Note: This guide is one way of doing local develop and CI/CD. If you have a preferred development model that differs from this, you're welcome to use what you're comfortable with.
This repository takes inspiration from a previously-written tutorial and work by Kaushik Ghose.
- Docker
- cwltool
- sbpack
- git and a github repository
- Benten (optional, but recommended)
- VSCode (or your favorite Benten-compatible text editor)
This repository is composed of several folders, for organization purposes. The follow descriptions may prove helpful.
.github/workflows
- Github Actions configuration forsbpack
.fastqc_tool_cwl1.0
- Single-tool example workflow for fastqc and available in the CGC Public Apps Gallery.gatk_best_practice_data_preprocessing_4.1.0.0
- Multi-step example from the Data pre-processing for variant discovery workflow. Also available in the CGC Public Apps Gallery and Seven Bridges Openworkflows repository.test_data
- Contains small test data files.test_scripts
- Script examples to automate testing your cwl
General steps to create a Github repository that you can use to develop CWL for later deployment to a Seven Bridges Platform.
- Install all required software
- Create a project on one of Seven Bridges' platforms
- Create or copy an app (tools and/or workflows)
- If developing your own from scratch you can start with a blank tool/workflow
- If you're just getting started or want to modify an app start with something from the Public Apps Gallery (CGC Link)

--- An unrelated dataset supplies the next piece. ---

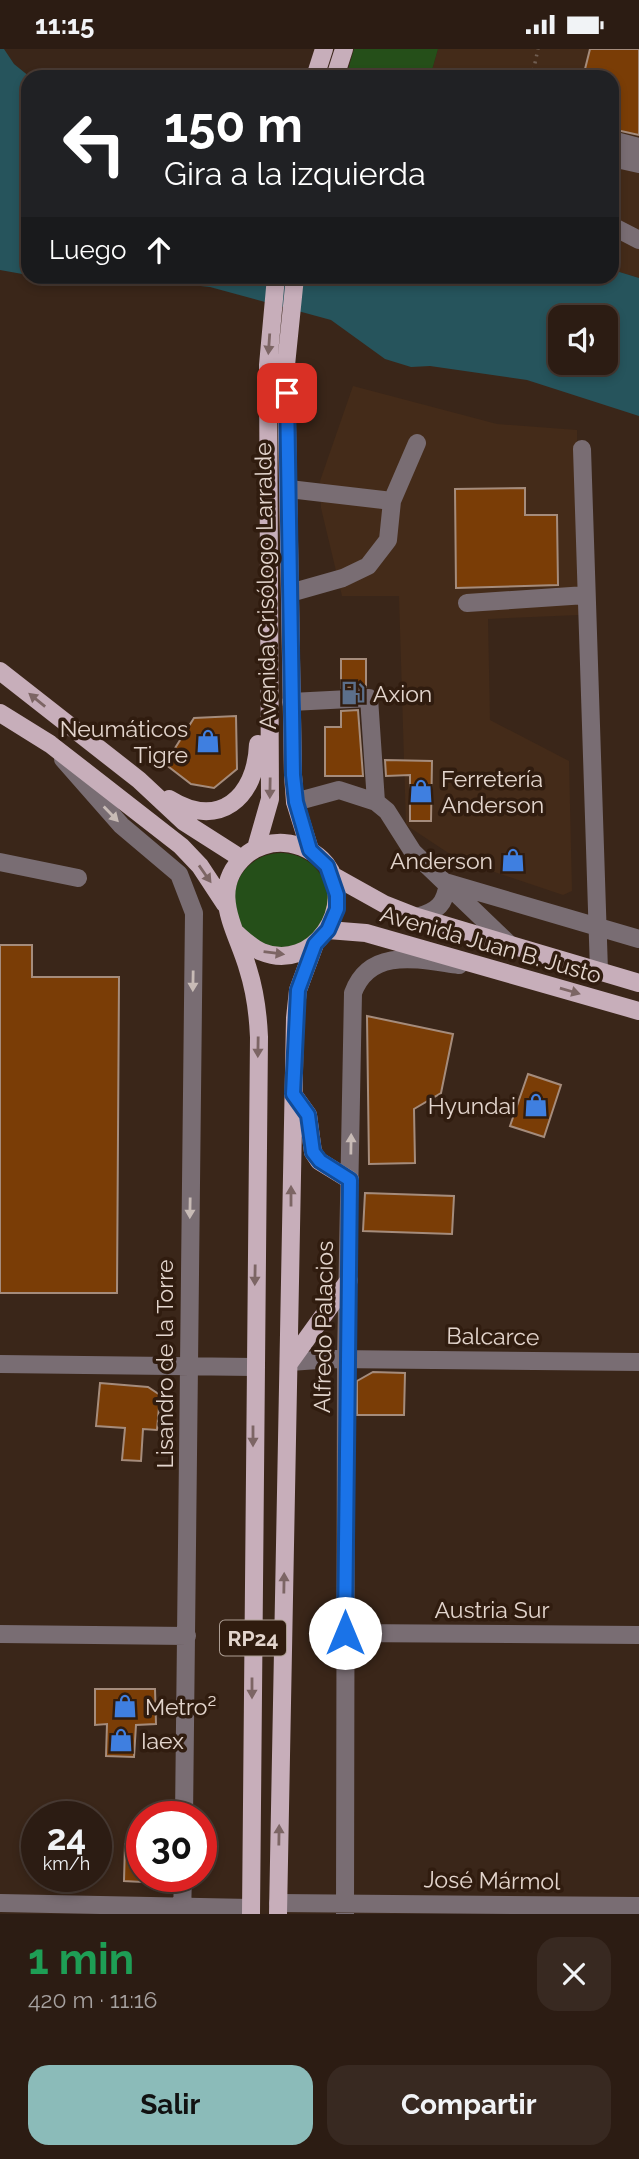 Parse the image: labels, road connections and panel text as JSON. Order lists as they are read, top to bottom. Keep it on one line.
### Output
{"streets":{"main road":["Avenida Crisólogo Larralde","Avenida Juan B. Justo","RP24"],"street":["Alfredo Palacios","Balcarce","Lisandro de la Torre","Austria Sur","José Mármol"]},"crossings":[["Avenida Crisólogo Larralde","Avenida Juan B. Justo"],["Avenida Crisólogo Larralde","RP24"],["Avenida Juan B. Justo","Alfredo Palacios"],["Avenida Juan B. Justo","RP24"],["Alfredo Palacios","Balcarce"],["Alfredo Palacios","Austria Sur"],["Alfredo Palacios","José Mármol"],["Balcarce","RP24"],["RP24","José Mármol"]],"one_way":["Lisandro de la Torre"],"places":{"fuel station":["Axion"],"shop":["Neumáticos Tigre","Ferretería Anderson","Anderson","Hyundai","Metro²","Iaex"]},"page":{"status":"11:15","turn":["150 m","Gira a la izquierda"],"then":"Luego","speed":"24 km/h","limit":"30","heading":["1 min","420 m · 11:16"],"buttons":["Salir","Compartir"]}}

- Create a Github repository
- Either with
git init
locally or - Via the web-UI and
git clone
to your local machine
- Either with
- Use
sbpull
to "pull" your app to your github repo- Recommended: Create a single repo for each workflow, or create sub-directories for each
- Recommended: Use the
--unpack
option to "explode" your individual steps into separate .cwl files for easier editing - Starting on the platform and pulling to your local machine ensures that the tools and workflows contain the appropriate reference to link to your on-platform project and apps
Many advanced bioinformaticians and software developers have STRONG opinions about their favorite code/text editor. They also like the flexibility of writing code on their local machine, where they customize their environment to their liking. To accomodate this, the Benten language server provides code intelligence features for many popular editors. This includes a plugin for Microsoft VSCode.
Writing CWL with Benten can reduce the chances of writing invalid CWL due to its atuocompletion and built-in workflow visualization abilities.
For each tool and workflow it is important to collect a set of small input datasets that the CWL can run quickly to check it's operation. Ideally we would also have a checker script that can analyze the output of the runs and verify correctness.
You can find an example of a script that runs a single tool in the test_scripts/run_fastqc_tool_cwl1.0.sh file. The test_data for this single-tool execution is a single-read fastq file. It is small, but still valid.
For large workflows with many steps, running the complete workflow each time a
change is made can take a very long time. Therefore, testing each step
separately is preferred. Additionally, cwltool
includes a --validate
option.
This enables checking the validity of cwl code without running the steps. We
will take advantage of this functionality for our automated testing. The
gatk_best_practice_data_preprocessing_4.1.0.0
workflow is an example of such a complicated app.
Git supports pre-commit hooks.
This allows configuration of scripts to run at predefined times. In this case,
we have created the script pre-commit
which runs check-changed.sh.
The pre-commit
script must be copied to the repository's .git/hooks/
directory. It is provided here as the .git/hooks/
directory is untracked.
The check-changed.sh
script includes a clever use of git commands and BASH to
list only the .cwl files which have changed in your latest commit and runs
cwltool --validate
on them. This doesn't waste time by running it on files
which have not changed, and on files that are not cwl in your repository.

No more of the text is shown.